- Born: Katharina Gamlemshaug Andresen 21 May 1995 (age 31) Oslo, Norway
- Parent: Johan H. Andresen Jr.
- Relatives: Alexandra Andresen (sister)

= Katharina Andresen =

Norwegian billionaire heiress

Katharina Gamlemshaug Andresen (born 21 May 1995) is a Norwegian heiress, and as of 2020, the world's third-youngest billionaire (US$ 1.1 billion) as reported by Forbes.

She is the daughter of Johan H. Andresen Jr., owner of Ferd AS, who, in 2007, transferred 42.2% ownership stakes each to Katharina and her sister Alexandra. She is the great-granddaughter of Johan H. Andresen, great-great-granddaughter of Johan Henrik Andresen and Anton Klaveness, and great-great-great-granddaughter of Nicolai Andresen. Johan Henrik was the brother of Nicolay August Andresen, and the uncle of Nils August Andresen Butenschøn.

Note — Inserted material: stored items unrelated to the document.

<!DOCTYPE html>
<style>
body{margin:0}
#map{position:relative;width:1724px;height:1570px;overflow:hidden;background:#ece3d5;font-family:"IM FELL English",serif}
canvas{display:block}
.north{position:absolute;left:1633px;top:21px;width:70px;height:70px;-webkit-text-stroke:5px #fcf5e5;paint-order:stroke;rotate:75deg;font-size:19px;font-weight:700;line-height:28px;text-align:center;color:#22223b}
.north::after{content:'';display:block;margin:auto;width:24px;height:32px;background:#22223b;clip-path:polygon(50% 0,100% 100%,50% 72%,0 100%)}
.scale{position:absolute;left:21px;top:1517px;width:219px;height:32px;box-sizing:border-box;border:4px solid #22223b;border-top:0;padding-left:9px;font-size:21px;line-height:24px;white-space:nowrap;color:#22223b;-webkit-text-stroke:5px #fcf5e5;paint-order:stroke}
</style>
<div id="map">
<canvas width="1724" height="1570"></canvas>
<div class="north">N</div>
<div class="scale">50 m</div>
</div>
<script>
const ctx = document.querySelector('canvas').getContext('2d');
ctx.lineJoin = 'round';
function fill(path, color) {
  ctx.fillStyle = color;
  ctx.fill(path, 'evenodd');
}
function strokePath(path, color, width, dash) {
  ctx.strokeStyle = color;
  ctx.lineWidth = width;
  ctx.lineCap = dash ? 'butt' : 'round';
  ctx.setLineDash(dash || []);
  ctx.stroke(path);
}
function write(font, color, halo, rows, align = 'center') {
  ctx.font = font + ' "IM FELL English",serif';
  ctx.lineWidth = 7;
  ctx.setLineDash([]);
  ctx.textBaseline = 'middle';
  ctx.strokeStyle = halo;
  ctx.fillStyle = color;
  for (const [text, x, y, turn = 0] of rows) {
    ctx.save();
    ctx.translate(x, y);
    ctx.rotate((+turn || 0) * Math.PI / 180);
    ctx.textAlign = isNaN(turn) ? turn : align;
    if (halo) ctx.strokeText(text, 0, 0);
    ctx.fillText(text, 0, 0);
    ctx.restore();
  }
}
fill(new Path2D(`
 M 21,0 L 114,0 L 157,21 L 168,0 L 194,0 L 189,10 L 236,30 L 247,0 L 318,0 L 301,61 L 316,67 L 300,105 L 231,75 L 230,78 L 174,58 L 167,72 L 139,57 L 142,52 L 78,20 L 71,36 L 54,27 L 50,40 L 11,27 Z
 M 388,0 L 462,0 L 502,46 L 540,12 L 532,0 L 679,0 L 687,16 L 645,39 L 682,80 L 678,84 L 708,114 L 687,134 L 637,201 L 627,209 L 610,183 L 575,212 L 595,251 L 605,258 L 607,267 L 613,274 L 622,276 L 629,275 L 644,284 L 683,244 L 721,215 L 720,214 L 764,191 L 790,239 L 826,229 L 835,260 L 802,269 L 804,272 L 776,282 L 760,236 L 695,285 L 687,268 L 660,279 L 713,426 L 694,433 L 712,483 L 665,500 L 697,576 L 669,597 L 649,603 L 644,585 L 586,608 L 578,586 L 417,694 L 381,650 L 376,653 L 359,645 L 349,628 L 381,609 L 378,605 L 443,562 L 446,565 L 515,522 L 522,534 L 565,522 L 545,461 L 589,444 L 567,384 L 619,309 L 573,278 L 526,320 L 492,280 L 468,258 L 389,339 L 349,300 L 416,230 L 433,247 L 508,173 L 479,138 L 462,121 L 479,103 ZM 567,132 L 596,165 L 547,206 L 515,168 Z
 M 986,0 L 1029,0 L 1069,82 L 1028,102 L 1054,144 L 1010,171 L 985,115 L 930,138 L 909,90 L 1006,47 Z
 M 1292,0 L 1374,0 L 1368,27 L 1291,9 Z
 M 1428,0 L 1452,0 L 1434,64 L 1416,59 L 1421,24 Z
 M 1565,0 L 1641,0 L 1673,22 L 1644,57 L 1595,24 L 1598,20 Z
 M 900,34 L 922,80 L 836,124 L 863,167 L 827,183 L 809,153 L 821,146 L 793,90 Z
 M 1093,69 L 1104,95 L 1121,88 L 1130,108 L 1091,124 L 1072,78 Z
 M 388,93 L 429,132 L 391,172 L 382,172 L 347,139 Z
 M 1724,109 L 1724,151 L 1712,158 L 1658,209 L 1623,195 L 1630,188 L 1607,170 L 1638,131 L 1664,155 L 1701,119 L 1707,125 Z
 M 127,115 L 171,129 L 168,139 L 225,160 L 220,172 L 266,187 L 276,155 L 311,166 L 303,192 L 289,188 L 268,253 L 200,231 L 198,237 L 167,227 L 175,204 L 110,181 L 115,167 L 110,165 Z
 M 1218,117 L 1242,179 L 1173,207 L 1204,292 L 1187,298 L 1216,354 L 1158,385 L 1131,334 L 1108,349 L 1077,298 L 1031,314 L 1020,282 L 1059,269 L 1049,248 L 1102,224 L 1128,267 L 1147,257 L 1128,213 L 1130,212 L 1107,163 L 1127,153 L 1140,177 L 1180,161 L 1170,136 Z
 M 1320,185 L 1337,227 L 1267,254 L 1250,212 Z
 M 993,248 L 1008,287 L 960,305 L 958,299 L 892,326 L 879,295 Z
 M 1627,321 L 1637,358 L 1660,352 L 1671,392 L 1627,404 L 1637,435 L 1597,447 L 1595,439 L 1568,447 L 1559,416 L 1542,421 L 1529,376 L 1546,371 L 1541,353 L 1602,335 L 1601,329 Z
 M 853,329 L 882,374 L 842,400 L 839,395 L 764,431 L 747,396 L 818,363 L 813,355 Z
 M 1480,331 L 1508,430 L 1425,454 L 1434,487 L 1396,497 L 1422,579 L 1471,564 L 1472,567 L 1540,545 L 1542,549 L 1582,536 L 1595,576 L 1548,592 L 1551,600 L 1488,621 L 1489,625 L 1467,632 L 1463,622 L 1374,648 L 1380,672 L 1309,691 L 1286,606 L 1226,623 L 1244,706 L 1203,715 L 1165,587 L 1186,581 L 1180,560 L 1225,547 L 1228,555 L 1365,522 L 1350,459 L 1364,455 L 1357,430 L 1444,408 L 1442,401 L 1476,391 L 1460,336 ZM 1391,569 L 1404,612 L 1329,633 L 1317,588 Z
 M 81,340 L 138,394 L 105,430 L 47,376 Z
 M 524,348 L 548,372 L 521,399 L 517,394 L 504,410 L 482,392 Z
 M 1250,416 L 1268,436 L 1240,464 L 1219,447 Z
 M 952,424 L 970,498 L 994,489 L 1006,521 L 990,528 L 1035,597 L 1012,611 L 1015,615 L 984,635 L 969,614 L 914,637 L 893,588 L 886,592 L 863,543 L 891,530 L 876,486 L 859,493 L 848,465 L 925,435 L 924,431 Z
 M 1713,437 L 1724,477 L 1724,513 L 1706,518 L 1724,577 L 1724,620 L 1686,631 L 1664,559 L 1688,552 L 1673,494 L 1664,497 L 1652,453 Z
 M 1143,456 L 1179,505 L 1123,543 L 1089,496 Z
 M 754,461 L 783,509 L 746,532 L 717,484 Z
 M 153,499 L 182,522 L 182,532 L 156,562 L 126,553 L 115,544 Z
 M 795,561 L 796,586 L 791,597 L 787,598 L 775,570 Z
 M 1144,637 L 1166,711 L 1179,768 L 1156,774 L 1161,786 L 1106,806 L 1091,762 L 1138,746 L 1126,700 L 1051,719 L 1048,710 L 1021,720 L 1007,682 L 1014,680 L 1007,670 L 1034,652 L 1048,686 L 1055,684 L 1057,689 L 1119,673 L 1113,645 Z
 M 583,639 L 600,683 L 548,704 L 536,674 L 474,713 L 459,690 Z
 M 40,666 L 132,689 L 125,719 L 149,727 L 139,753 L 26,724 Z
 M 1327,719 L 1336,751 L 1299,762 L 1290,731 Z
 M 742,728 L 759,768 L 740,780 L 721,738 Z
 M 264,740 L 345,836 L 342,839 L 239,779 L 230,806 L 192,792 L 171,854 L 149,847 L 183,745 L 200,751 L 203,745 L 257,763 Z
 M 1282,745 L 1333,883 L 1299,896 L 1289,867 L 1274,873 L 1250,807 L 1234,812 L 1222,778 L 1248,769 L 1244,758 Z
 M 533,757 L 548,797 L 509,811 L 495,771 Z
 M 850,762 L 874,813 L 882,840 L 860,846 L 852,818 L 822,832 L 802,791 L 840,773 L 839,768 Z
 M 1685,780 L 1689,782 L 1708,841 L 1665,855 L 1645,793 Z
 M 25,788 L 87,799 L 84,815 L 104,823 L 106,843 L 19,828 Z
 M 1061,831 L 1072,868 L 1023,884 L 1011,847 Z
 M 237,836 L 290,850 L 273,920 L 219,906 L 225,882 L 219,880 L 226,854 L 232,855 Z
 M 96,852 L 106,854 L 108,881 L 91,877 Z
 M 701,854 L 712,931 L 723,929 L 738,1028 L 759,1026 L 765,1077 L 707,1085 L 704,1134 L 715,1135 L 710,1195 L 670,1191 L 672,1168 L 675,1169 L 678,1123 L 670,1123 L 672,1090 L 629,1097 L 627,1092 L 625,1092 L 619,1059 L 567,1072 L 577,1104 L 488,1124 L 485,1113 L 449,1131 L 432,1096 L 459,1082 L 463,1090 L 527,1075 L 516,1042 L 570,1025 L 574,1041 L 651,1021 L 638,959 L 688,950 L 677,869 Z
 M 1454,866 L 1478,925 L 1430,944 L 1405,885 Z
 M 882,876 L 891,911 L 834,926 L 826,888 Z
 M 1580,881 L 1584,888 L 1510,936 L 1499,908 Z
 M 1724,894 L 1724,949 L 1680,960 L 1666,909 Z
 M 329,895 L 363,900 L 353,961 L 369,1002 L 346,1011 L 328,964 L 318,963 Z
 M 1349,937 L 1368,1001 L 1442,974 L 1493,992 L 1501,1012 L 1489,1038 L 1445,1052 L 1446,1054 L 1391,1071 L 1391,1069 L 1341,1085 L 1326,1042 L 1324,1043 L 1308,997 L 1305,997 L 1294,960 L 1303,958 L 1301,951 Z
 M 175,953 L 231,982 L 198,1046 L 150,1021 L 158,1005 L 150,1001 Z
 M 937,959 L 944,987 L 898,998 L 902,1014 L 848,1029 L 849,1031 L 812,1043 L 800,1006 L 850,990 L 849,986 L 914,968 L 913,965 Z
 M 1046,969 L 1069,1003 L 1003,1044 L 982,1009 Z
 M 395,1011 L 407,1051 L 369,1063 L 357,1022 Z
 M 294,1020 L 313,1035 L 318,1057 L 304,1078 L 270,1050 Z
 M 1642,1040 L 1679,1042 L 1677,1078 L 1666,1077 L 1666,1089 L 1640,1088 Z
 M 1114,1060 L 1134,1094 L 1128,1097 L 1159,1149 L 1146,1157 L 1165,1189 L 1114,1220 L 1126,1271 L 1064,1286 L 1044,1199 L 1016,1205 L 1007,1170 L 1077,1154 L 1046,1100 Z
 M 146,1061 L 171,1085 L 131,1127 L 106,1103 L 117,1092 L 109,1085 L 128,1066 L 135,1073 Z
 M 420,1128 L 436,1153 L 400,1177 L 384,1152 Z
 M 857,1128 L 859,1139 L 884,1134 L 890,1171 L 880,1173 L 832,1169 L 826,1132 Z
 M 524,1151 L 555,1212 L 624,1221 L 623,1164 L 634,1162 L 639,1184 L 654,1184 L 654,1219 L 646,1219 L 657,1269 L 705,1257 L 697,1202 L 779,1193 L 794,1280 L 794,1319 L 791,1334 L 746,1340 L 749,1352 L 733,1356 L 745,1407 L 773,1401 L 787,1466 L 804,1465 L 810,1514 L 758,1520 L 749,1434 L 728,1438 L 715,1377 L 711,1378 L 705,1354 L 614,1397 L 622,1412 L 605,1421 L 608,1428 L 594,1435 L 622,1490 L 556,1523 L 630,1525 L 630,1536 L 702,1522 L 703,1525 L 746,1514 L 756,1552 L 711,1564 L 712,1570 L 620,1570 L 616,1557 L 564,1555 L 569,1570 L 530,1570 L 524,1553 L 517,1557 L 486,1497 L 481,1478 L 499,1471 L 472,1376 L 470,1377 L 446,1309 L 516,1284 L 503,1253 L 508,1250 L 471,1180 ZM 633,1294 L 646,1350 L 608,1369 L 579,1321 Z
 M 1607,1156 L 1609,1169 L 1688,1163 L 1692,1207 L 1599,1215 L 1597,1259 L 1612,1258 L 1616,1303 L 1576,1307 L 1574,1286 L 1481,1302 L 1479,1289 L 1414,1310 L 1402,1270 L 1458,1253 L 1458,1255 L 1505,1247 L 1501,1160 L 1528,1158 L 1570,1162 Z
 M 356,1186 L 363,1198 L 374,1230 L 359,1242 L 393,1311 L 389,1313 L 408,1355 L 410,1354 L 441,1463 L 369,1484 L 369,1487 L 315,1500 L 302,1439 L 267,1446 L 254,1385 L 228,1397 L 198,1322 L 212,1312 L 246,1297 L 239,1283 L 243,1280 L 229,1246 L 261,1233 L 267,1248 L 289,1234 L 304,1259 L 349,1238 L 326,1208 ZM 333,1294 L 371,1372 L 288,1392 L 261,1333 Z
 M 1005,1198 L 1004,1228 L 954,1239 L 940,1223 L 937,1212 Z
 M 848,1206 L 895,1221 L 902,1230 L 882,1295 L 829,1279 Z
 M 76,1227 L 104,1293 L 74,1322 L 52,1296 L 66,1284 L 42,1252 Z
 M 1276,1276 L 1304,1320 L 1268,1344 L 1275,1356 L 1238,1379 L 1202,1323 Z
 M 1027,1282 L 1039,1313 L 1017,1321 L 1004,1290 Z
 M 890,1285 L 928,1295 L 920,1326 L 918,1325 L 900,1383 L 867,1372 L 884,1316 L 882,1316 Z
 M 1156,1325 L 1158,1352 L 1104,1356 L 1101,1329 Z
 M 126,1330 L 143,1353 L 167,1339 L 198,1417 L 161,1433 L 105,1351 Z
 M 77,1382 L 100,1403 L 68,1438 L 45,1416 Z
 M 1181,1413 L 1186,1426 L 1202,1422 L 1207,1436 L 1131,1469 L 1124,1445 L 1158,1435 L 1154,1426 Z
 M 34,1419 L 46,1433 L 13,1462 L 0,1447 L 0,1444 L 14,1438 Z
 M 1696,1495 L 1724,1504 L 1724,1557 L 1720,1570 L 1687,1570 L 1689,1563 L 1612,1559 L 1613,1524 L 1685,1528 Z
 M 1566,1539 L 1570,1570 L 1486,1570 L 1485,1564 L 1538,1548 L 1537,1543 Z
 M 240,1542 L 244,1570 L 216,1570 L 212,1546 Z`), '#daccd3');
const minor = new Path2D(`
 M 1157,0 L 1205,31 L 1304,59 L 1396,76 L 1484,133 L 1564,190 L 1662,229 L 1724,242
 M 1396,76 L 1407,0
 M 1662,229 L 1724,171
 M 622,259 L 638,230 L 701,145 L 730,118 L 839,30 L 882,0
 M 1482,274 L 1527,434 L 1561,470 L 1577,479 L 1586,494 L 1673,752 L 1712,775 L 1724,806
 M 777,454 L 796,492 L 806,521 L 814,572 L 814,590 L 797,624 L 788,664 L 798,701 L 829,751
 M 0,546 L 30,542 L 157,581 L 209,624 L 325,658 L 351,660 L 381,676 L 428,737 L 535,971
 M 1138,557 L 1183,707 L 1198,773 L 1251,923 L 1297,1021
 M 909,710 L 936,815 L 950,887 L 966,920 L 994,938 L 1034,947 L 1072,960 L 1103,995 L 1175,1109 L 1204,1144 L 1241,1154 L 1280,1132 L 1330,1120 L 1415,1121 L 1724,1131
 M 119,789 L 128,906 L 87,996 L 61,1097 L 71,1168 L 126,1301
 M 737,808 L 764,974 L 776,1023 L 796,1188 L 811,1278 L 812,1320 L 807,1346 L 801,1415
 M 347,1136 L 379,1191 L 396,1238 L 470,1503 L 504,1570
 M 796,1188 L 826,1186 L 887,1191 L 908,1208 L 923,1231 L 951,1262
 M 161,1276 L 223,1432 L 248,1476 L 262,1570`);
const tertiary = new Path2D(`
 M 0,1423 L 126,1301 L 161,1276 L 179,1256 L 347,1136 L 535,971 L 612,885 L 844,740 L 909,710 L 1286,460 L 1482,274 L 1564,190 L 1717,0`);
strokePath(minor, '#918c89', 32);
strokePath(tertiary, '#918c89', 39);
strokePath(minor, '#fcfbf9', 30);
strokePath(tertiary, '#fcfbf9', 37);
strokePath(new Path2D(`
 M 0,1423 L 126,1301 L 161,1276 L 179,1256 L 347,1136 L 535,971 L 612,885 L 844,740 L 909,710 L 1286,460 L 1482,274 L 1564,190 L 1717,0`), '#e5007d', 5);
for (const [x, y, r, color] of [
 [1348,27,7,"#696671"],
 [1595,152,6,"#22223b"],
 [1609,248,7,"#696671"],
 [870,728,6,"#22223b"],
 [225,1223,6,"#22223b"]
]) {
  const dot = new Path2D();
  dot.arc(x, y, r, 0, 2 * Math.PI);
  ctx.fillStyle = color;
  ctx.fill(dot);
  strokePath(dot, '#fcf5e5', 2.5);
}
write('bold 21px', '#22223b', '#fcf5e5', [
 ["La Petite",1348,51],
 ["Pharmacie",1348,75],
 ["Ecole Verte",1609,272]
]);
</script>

In November 2017, Andresen was fined 250,000kr (US$27,000) for drunken driving. Andresen's blood-alcohol content was three times the legal limit. Alongside the fine, the sentence included a 13-month license suspension.

In 2019, she stated that she would be moving to London, England.

An advisor for Oslo Pride, Andresen is known as a supporter of LGBTQ+ rights.